Required work: Filter the entries that follow, copying every line in which the word "lineWidth" appears.

___ Entries supplied ___

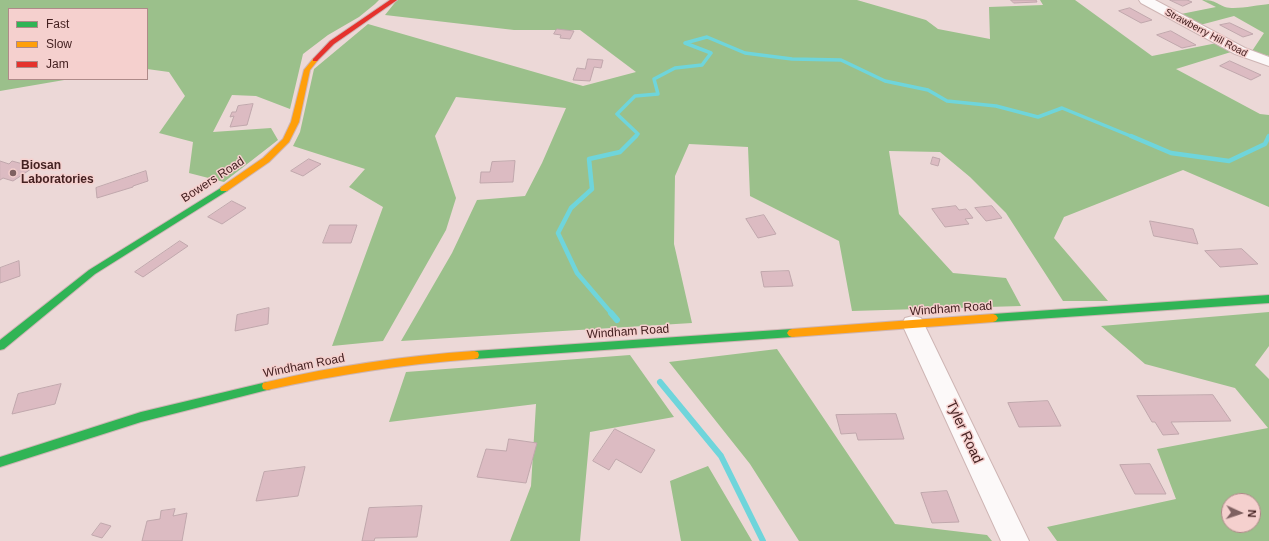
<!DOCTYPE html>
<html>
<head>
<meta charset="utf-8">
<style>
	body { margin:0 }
	#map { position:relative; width:1269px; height:541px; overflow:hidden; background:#ecd8d7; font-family:Arial,sans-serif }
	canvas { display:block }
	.legend { position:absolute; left:8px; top:8px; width:140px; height:72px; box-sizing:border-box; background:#f5d0ce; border:1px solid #ae8a89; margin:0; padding:5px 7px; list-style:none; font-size:12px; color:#442121 }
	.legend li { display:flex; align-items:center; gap:8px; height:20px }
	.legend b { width:20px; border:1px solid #ae8a89 }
	.north { position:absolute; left:1221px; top:493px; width:40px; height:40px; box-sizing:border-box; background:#f5d0ce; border:1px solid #ae8a89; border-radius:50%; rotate:93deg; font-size:11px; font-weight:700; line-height:16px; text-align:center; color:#442121 }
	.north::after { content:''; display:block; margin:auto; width:14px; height:18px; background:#7f6161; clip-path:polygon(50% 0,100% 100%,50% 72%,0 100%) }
</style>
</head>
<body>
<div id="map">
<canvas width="1269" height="541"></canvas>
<ul class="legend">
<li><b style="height:5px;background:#30b455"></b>Fast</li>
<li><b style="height:5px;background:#ff9f0a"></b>Slow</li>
<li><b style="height:5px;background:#e5322d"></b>Jam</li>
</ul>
<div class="north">N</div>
</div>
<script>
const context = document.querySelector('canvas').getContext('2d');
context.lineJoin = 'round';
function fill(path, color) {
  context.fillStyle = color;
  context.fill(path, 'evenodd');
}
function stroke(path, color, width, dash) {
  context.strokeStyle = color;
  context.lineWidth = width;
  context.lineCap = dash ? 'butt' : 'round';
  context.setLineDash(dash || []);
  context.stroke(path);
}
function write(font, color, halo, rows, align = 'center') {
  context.font = font + ' Arial,sans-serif';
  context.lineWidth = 3;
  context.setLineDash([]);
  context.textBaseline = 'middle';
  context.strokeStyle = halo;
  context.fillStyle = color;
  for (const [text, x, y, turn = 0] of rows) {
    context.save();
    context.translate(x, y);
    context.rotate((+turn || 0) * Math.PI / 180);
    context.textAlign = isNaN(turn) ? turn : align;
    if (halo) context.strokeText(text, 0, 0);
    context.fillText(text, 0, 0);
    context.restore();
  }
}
const forest = new Path2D(`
	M0,0H379L375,4L359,17L328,35L303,54L290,109L256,96L232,95L213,132L271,128L278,140L224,182L189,173L193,142L159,133L185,96L169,72L147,69V9H9V79H70L0,91Z
	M397,0H857L926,20L938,29L990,39L989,7L1043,5L1040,0H1075L1152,56L1217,43L1231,52L1176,69L1260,114L1269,115V207L1183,170L1064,217L1054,238L1108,301H1063L1006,213L970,177L940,152L889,151L899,214L953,273L1006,278L1021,306L852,311L839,241L750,196L748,147L689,144L675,176L674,244L692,323L401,341L452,253L477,200L525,196L542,163L566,108L456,97L435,136L456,198L446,230L383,341L332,346L383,207L349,187L365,169L293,146L300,132L314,69L368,24L583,86L636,72L580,30H514L385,15Z
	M1202,0C1215,0 1215,3 1225,7C1236,10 1257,5 1269,4V56L1252,51L1264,33L1234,16L1200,25L1181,14L1216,7Z
	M1269,312V346L1255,365L1269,379V541H1057L1047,527L1176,499L1157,449L1268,428L1235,388L1145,364L1101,326ZM1229,501H1253V525H1229Z
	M777,349L895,524L987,535L992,541H799L750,464L669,362Z
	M630,355L674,417L590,432L580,541H510L531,486L536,404L389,422L406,372Z
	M708,466L752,541H681L670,481Z`);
const streamFar2 = new Path2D(`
	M635,137L638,134L617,114L635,96L658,94L654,79L675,68L702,65L711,53L685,43L707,37L745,53L792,59L841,60L885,81L928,90L947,101L996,106L1038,117L1062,108L1133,137
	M1268,137L1269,136`);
const streamFar1 = new Path2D(`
	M1131,136L1171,153L1229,161L1265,144L1269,136
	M612,314L577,273L558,233L571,208L592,189L589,159L620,152L636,136`);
const stream = new Path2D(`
	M611,313L617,320
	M660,382L721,456L763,541`);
const building = new Path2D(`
	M1011,0H1036L1037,2L1014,3Z
	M1170,0H1187L1192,2L1183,6Z
	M1130,8L1152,20L1141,23L1119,11Z
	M1230,23L1253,34L1243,37L1220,25Z
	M557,29L574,31L570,39L560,38L561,35L554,34Z
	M1171,31L1196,45L1182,48L1157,35Z
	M588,59L603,60L601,68L594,67L590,81L573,80L577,68L585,69Z
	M1230,61L1261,75L1251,80L1220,66Z
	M253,104L247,125L230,127L234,116L230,117L232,112H236L238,106Z
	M933,157L940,159L938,166L931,164Z
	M309,159L321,164L303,176L291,171Z
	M0,161L9,164L12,161L34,167L13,181L3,178L0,180Z
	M515,161L513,182L480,183L481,172H490L492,162Z
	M146,171L148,181L133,186V187L97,198L96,188Z
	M232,201L246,208L222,224L208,217Z
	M956,206L959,210L966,209L973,218L965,219L969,224L945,227L932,209Z
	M992,206L1002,218L986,221L975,208Z
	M764,215L776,234L758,238L746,219Z
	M1150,221L1193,229L1198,244L1154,236Z
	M330,225H357L351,243H323Z
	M180,241L188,246L143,277L135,272Z
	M1242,249L1258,264L1220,267L1205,251Z
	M19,261L20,276L0,283V268Z
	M789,271L793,286L764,287L761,272Z
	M269,308L268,324L235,331L237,315Z
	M61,384L55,404L12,414L18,394Z
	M1213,395L1231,421L1171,422L1179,434L1163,435L1155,422H1152L1137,396Z
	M1048,401L1061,426L1019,427L1008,403Z
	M896,414L904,439L858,440L856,433L841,434L836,415Z
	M615,429L655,450L641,473L616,459L609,470L593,461Z
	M509,439L537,443L526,483L477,477L486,449L506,451Z
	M1150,464L1166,494H1135L1120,465Z
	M305,467L298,496L256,501L264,472Z
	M947,491L959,522L932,523L921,493Z
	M422,506L417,537L375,538L374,541H362L369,508Z
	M175,509L173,516L187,513L182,541H142L147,521L160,519L161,511Z
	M101,523L111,526L102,538L92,535Z`);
const street = new Path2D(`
	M1139,0H1155L1245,48L1269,57V66L1235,54L1141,3Z
	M913,316L921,318L924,324L1029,541H1001L902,324L905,318Z`);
const fast = new Path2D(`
	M224,186L228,189L227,191L95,274L4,349L0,350V340L89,270Z
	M1269,295V303L993,322L990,321L988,318L990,315L993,314Z
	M792,329L795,330L797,333L795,336L792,337L474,359L470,358L469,355L470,352L474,351Z
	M267,382L271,383L272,386L271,389L267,390L141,422L0,467V457L141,412Z`);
const slow = new Path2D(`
	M315,58L318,60L310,70L299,122L289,142L269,162L227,191H221L220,189L221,187L263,158L283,139L291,122L304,70L313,59Z
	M993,314L996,315L998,318L996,321L993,322L792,337L789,336L787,333L789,330L792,329Z
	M474,351L478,352L479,355L478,358L474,359C404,364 335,375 267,390L263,389L262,386L263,383L267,382C335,366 404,356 474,351Z`);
const jam = new Path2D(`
	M390,0H397L334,44L317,61H313V59L330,41Z`);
const markers = [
	[13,173,4,"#7f6161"]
];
const farStreetnames = [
	["Strawberry Hill Road",1206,33,28]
];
const poiNames = [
	["Biosan",21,166],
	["Laboratories",21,180]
];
const streetNames = [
	["Bowers Road",213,180,-33],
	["Windham Road",951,309,-4],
	["Windham Road",628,332,-4],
	["Windham Road",304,366,-11]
];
const nearStreetnames = [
	["Tyler Road",964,432,65]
];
fill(forest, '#9bc08b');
stroke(streamFar2, '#6fd5db', 3.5);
stroke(streamFar1, '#6fd5db', 4.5);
stroke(stream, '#6fd5db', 6);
fill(building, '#dcbbc2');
stroke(building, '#c0a7ac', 1);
stroke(street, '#ceb5b4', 2);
stroke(fast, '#ceb5b4', 2);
stroke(slow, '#ceb5b4', 2);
stroke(jam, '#ceb5b4', 2);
fill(street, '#fcf9f9');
fill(fast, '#30b455');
fill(slow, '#ff9f0a');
fill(jam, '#e5322d');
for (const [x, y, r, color] of markers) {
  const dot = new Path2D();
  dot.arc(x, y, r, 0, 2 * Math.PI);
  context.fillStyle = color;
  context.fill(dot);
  stroke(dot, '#f5d0ce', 1.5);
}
write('10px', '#442121', '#f5d0ce', farStreetnames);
write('bold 12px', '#442121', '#f5d0ce', poiNames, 'left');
write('12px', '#442121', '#f5d0ce', streetNames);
write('14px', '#442121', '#f5d0ce', nearStreetnames);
</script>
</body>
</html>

___

Answer space:
  context.lineWidth = width;
  context.lineWidth = 3;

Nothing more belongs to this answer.